Su penitencia se extendió tres semanas más de lo que el dolor de la pérdida tardó en diluirse. Atenuada la frecuencia de las réplicas emocionales, éstas punzaban su ánimo con menos intensidad que la mugre y el hambre su espíritu. Y fueron el acicate suficiente para intentar ganar por la ventanas una ducha, documentos, un hogar; en definitiva, la tranquilidad perdida en su largo responso. Pero esa nueva vía de acceso elegida resultó tan imposible como peligrosa intentarla. Y fue la casualidad la que quiso que en una ronda de bares buscando los restos de desayunos, todavía humeantes, que el personal abandona en ese precipicio de las prisas antes de que el camarero las retire, cuando escuchó una propuesta en una policial voz atronadora que le llevó a la desesperada idea de suplantar al inspector solicitado.

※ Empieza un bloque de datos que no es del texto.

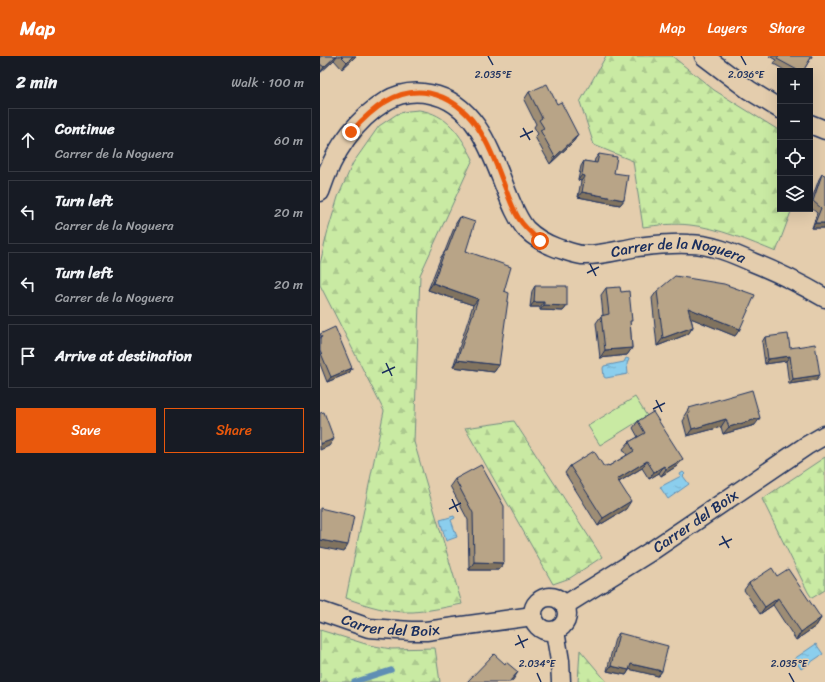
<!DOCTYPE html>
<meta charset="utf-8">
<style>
body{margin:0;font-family:Sriracha,sans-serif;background:#242831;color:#f1f3f6}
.controls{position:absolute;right:12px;top:12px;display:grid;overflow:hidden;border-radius:0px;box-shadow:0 4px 16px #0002}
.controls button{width:36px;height:36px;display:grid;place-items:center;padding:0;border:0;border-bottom:1px solid #363941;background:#171b24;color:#f1f3f6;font:20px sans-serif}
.stop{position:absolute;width:12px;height:12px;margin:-9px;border:3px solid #ea580c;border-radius:50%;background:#fff}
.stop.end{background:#ea580c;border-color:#fff;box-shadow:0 1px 4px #0008}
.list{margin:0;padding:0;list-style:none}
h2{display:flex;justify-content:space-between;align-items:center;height:52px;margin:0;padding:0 16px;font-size:17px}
h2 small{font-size:13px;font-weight:400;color:#9ea1a6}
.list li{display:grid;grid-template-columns:26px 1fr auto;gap:12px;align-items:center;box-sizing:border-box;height:64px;margin:0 8px 8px;padding:0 8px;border:1px solid #363941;border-radius:0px}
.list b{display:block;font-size:15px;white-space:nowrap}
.list p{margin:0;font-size:13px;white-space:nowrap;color:#9ea1a6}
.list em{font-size:13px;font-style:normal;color:#9ea1a6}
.actions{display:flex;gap:8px;padding:12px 16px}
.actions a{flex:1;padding:9px 0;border:1px solid #ea580c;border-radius:0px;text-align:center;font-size:14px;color:#ea580c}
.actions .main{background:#ea580c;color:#fff}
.icon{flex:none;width:22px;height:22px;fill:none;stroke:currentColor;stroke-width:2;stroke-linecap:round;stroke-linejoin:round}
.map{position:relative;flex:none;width:505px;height:626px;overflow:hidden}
header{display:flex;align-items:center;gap:24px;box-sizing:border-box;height:56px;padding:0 20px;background:#ea580c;color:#fff}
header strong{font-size:19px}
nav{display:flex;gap:22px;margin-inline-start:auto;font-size:14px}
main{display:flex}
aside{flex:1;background:#171b24}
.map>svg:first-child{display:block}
.forest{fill:url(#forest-firs);stroke:#728c80}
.garden{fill:#c9eaa3;stroke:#728c80}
.water{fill:url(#water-ripples);stroke:#5e8eb4}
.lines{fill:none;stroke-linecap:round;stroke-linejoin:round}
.stream{stroke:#5e8eb4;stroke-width:5.5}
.minor-casing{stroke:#1b2f5e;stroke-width:21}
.minor{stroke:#e4cdad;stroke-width:18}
.wall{fill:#9e8d74;stroke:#1b2f5e}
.shaded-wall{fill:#81735e;stroke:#1b2f5e}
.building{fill:#b8a487;stroke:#1b2f5e}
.route{stroke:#ea580c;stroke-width:5}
.ticks{fill:none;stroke:#1b2f5e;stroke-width:1.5}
.labels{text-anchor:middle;stroke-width:3;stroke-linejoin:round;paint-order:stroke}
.street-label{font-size:15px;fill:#1b2f5e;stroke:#e4cdad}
.ticks-label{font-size:10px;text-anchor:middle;fill:#1b2f5e;stroke:#e4cdad;stroke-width:3;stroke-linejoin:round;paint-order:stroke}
</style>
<header>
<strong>Map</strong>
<nav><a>Map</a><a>Layers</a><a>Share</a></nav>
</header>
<main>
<aside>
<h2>2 min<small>Walk · 100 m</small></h2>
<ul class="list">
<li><svg class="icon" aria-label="ahead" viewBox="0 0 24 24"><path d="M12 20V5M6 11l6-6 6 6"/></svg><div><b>Continue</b><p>Carrer de la Noguera</p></div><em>60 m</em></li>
<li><svg class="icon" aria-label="left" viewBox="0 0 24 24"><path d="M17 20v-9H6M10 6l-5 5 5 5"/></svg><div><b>Turn left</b><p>Carrer de la Noguera</p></div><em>20 m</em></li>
<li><svg class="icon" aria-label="left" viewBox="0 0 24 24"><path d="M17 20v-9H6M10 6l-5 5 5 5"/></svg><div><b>Turn left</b><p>Carrer de la Noguera</p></div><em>20 m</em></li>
<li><svg class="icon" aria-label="arrive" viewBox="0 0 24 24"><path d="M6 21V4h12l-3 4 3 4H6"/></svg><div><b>Arrive at destination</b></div></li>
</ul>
<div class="actions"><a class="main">Save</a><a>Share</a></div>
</aside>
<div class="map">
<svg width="505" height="626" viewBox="0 0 505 626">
<defs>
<pattern id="forest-firs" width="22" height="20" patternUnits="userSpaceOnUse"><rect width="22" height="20" fill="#c9eaa3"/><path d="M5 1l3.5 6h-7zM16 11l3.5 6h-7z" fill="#acc98f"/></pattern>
<pattern id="water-ripples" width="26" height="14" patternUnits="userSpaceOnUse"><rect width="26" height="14" fill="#8bceed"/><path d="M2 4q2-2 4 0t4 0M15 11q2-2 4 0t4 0" fill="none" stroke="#77b1ce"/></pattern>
</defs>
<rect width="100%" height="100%" fill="#e4cdad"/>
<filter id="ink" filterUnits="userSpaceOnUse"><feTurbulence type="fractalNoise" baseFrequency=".025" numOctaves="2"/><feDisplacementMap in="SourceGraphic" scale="8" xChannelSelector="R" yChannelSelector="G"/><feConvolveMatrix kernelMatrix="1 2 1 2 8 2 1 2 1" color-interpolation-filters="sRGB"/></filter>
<g filter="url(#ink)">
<!-- forest -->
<g class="forest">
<path d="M286,0H352L394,34L460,75V153H472L456,196C429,185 399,172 370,169C354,167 339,169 323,171L313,105L274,89L260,46Z"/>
<path d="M99,54C127,58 140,78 153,103L100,219L94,386L142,548C126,551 110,555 93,556C70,557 48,550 26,542L64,355L0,229V208L7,178L18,141L33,107L59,70L77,58L88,55Z"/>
<path d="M194,365L282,501L250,522L233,528L145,372Z"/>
<path d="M505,401V534L492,542L488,536L442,443Z"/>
<path d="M0,574L49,589L71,593L115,592L120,626H0Z"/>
<path d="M260,594L287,626H258Z"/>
</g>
<!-- garden -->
<path class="garden" d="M315,341L327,360L280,389L268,370Z"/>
<!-- water -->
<g class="water">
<path d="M306,302L309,303L307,308L308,318L286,322L284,321L283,312L284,310L304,306Z"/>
<path d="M363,416L365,418L363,420L369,428L348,443L340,431C347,427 354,424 361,420L360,418Z"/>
<path d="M134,460L135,462L131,464L137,481L126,485L120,464Z"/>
<path d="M496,588L503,598L481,613L474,603Z"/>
</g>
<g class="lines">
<!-- stream -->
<path class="stream" d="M34,626L71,614"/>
<!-- minor casing -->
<g class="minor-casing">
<g id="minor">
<path d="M384,0L429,34L460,53"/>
<path d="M490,68L505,74"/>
<path id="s1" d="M0,136C12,99 32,66 66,45C79,37 95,35 110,38C154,46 170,93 184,129C190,144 196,161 206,173C215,182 226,188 237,192C244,194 254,198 262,199C280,200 299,194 317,191C334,189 352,187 369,188C391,188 412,197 432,206C457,216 481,228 505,242"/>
<circle cx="230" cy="558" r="17"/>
<path id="s2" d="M245,549L333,494L486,390L505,379"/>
<path id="s3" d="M0,555L49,572L91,575H106L213,560"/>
<path d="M235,575L240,605L241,626"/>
</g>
</g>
<!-- minor -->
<use href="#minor" class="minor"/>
</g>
<!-- wall -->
<g class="wall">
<path d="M0,0H36L22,13L14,4L0,17Z"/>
<path d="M449,0H492L483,15H466L454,8L456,4Z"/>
<path d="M209,36L237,48L258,79L253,86L230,108L215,81L218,78L214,71L216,68L204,44Z"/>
<path d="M279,98L294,117L304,144L300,149L258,141L261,125L258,124L261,110L264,105L274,107L275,103Z"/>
<path d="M502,118L505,172H492L497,157L490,151V148L499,123Z"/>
<path d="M140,161L146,195L184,235L179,309L174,316L133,311L153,249L108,234L121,201L125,195L136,167Z"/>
<path d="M215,230L247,250L243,255L220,254V251H210L212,235Z"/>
<path d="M286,232L301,236L310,267L312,292L307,299L280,302L276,267L281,260L283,259L281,239Z"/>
<path d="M337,235L420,273L415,280L371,262L373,271L368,278L337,290L332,242Z"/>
<path d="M0,278L32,312L29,317L7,326L0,308Z"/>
<path d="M445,281L470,292L496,324L469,328L466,305L445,308L442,286Z"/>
<path d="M369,352L435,369L403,378L401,371L367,380L363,365L365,362L364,360Z"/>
<path d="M318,365L357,410L341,420L339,417L329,423L322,412L299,426L306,453L278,470L245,417L250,410H289L307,399L303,393L309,386L318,381L313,372Z"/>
<path d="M135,423L184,507L178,514H149L148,464L130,430Z"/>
<path d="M457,520L501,562L496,570L476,584L453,549L440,558L424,534L429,527Z"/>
<path d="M299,577L342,615L338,620L310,613L306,619L287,615L295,582Z"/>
</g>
<!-- shaded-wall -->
<g class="shaded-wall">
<path d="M16,0H17L14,4L0,17L4,11Z"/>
<path d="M33,0H36L22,13L27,6Z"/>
<path d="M258,79L253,86L230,108L235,101Z"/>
<path d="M262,119L265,120L261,125L258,124Z"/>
<path d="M262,136L304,144L300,149L258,141Z"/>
<path d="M495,167H505V172H492Z"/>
<path d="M113,227L158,243L153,249L108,234Z"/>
<path d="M214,246H224L220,251H210Z"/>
<path d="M224,249L247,250L243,255L220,254Z"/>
<path d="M368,252L420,273L415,280L363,259Z"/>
<path d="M373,271L368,278L337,290L343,282Z"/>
<path d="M312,292L307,299L280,302L285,294Z"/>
<path d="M470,300L466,305L445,308L448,303Z"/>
<path d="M137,304L179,309L174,316L133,311Z"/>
<path d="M32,312L29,317L7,326L11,321Z"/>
<path d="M500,319L496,324L469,328L473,323Z"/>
<path d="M440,362L435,369L403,378L409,371Z"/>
<path d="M406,363L401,371L367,380L372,373Z"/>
<path d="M14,383L9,390L0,394V388Z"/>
<path d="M363,403L357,410L341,420L346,413Z"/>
<path d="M327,405L322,412L292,430L297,423Z"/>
<path d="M344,410L339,417L329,423L334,416Z"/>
<path d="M311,445L306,453L278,470L283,462Z"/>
<path d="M0,484L28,489L24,496L0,491Z"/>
<path d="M154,506L184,507L178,514H149Z"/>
<path d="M458,542L453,549L440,558L445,551Z"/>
<path d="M501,562L496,570L476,584L481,576Z"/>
<path d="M311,608L342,615L338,620L308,613Z"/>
<path d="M291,610L309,614L306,619L287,615Z"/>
<path d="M198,616L193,624L190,626H189Z"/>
</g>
<!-- building -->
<g class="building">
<path d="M0,0H16L4,11L0,8Z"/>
<path d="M21,0H33L27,6Z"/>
<path d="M459,0H492L483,15H479L457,3Z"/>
<path d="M227,28L237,48L241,46L258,79L235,101L220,74L224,72L219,64L222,62L209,36Z"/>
<path d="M279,98L297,101L294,117L308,119L304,144L262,136L265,120L262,119L264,105L277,107Z"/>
<path d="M502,118L505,119V167H495L501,152L493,145Z"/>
<path d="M140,161L155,166L146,195L191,211L184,235L189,237L179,309L137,304L158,243L113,227L125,195H127Z"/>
<path d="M355,220L404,228L435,239L420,273L368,252L373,271L343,282L337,235Z"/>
<path d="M215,230H247V250L224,249V246H214Z"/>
<path d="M300,231L301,236L309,235L312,265H310L312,292L285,294L281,260L289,258L286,232Z"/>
<path d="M15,271L32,312L11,321L0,295V282L2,281L0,278Z"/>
<path d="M468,278L470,292L495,288L500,319L473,323L470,300L448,303L445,281Z"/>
<path d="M432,334L440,362L409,371L406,363L372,373L368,358L370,357L369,352Z"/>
<path d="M4,356L14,383L0,388V357Z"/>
<path d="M333,356L363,403L346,413L344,410L334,416L327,405L297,423L311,445L283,462L250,410L274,395L284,411L288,409L289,410L314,395L309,386L325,377L318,365Z"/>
<path d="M161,409L184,450V507L154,506L153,457L135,423Z"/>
<path d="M0,452L34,460L28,489L0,484Z"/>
<path d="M452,512L457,520L468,513L501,562L481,576L458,542L445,551L429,527Z"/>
<path d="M299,577L348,590L342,615L311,608L309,614L291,610Z"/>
<path d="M174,598L185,608L186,606L198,616L189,626H147Z"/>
</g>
</g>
<g class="lines" filter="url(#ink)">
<!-- route -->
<path class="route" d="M31,76C51,54 76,31 109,37C153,46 169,89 183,126C188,139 192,152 199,163C205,172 212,178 220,185"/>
</g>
<!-- ticks -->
<path class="ticks" d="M168,0L173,9M421,0L426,9M203,72L210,84M200,81L213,75M270,208L276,220M267,217L279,211M66,307L72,320M62,317L75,311M336,344L342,356M333,353L345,347M132,443L138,456M129,453L141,447M402,480L409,492M399,489L412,483M198,579L204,592M195,589L208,583M217,617L221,626M469,617L474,626"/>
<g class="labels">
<!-- street labels -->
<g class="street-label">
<text dy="5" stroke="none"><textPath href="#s1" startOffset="493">Carrer de la Noguera</textPath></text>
<text dy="5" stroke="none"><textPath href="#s2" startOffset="155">Carrer del Boix</textPath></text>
<text dy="5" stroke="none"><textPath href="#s3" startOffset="73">Carrer del Boix</textPath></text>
</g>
</g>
<g class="ticks-label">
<text x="173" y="22">2.035°E</text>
<text x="426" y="22">2.036°E</text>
<text x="217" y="611">2.034°E</text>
<text x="469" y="611">2.035°E</text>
</g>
</svg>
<div class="controls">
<button>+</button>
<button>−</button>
<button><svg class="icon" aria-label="locate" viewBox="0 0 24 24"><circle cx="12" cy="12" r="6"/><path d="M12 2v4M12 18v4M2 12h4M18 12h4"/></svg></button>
<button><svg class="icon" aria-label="layers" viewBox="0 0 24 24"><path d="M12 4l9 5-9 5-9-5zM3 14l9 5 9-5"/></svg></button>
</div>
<div class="stop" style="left:220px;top:185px"></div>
<div class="stop end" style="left:31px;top:76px"></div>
</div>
</main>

No tuvimos oportunidad de despedirnos de Emanuel Estante, nuevos asuntos le reclamaban en otra parte del país y se largó con la misma fluidez con que desentrañó las singularidades del caso. Desde su marcha, nos dedicamos a repasar aquellos sucesos que tachamos como imposibles y aunque se siguieron resistiendo, desde entonces, afrontamos los venideros con esa caricia en la punta de la pera en honor a nuestro refuerzo.